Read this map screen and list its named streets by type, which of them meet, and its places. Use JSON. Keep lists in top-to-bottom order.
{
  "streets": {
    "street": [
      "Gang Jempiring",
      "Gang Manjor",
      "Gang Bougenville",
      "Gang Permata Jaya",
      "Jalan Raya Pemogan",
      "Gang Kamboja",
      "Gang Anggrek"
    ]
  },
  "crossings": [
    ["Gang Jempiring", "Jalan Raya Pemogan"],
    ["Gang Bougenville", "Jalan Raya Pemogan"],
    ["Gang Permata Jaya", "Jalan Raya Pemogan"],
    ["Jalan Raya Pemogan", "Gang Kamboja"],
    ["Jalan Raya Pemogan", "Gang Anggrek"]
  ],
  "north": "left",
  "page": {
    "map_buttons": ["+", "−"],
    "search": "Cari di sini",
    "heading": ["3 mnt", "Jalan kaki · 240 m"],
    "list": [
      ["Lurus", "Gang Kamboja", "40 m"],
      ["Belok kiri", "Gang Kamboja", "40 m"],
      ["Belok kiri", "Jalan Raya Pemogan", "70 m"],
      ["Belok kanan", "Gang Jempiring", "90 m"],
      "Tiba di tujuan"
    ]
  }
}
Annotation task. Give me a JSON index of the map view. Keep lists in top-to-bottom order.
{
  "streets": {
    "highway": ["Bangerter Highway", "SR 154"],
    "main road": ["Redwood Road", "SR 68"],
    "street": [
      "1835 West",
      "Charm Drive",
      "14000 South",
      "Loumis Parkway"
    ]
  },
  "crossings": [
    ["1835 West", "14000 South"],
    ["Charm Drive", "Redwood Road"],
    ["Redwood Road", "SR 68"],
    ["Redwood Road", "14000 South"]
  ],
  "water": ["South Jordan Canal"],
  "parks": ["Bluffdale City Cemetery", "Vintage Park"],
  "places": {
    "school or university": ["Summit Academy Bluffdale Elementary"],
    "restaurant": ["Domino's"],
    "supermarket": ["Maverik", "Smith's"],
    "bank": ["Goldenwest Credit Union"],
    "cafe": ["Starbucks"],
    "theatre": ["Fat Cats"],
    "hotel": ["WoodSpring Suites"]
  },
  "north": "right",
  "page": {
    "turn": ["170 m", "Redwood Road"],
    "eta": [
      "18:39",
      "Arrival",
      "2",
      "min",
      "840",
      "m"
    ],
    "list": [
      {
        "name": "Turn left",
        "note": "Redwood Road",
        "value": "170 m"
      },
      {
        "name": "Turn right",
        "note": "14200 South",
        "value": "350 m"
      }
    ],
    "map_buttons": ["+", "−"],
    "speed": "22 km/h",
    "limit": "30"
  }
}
◇ ◇ ◇ ◇
§ PROBLEM STATEMENT
Return the whole listing above verbatim.

§ SOLUTION TO THIS PROBLEM
Read this map screen and list its named streets by type, which of them meet, and its places. Use JSON. Keep lists in top-to-bottom order.
{
  "streets": {
    "street": [
      "Gang Jempiring",
      "Gang Manjor",
      "Gang Bougenville",
      "Gang Permata Jaya",
      "Jalan Raya Pemogan",
      "Gang Kamboja",
      "Gang Anggrek"
    ]
  },
  "crossings": [
    ["Gang Jempiring", "Jalan Raya Pemogan"],
    ["Gang Bougenville", "Jalan Raya Pemogan"],
    ["Gang Permata Jaya", "Jalan Raya Pemogan"],
    ["Jalan Raya Pemogan", "Gang Kamboja"],
    ["Jalan Raya Pemogan", "Gang Anggrek"]
  ],
  "north": "left",
  "page": {
    "map_buttons": ["+", "−"],
    "search": "Cari di sini",
    "heading": ["3 mnt", "Jalan kaki · 240 m"],
    "list": [
      ["Lurus", "Gang Kamboja", "40 m"],
      ["Belok kiri", "Gang Kamboja", "40 m"],
      ["Belok kiri", "Jalan Raya Pemogan", "70 m"],
      ["Belok kanan", "Gang Jempiring", "90 m"],
      "Tiba di tujuan"
    ]
  }
}
Annotation task. Give me a JSON index of the map view. Keep lists in top-to-bottom order.
{
  "streets": {
    "highway": ["Bangerter Highway", "SR 154"],
    "main road": ["Redwood Road", "SR 68"],
    "street": [
      "1835 West",
      "Charm Drive",
      "14000 South",
      "Loumis Parkway"
    ]
  },
  "crossings": [
    ["1835 West", "14000 South"],
    ["Charm Drive", "Redwood Road"],
    ["Redwood Road", "SR 68"],
    ["Redwood Road", "14000 South"]
  ],
  "water": ["South Jordan Canal"],
  "parks": ["Bluffdale City Cemetery", "Vintage Park"],
  "places": {
    "school or university": ["Summit Academy Bluffdale Elementary"],
    "restaurant": ["Domino's"],
    "supermarket": ["Maverik", "Smith's"],
    "bank": ["Goldenwest Credit Union"],
    "cafe": ["Starbucks"],
    "theatre": ["Fat Cats"],
    "hotel": ["WoodSpring Suites"]
  },
  "north": "right",
  "page": {
    "turn": ["170 m", "Redwood Road"],
    "eta": [
      "18:39",
      "Arrival",
      "2",
      "min",
      "840",
      "m"
    ],
    "list": [
      {
        "name": "Turn left",
        "note": "Redwood Road",
        "value": "170 m"
      },
      {
        "name": "Turn right",
        "note": "14200 South",
        "value": "350 m"
      }
    ],
    "map_buttons": ["+", "−"],
    "speed": "22 km/h",
    "limit": "30"
  }
}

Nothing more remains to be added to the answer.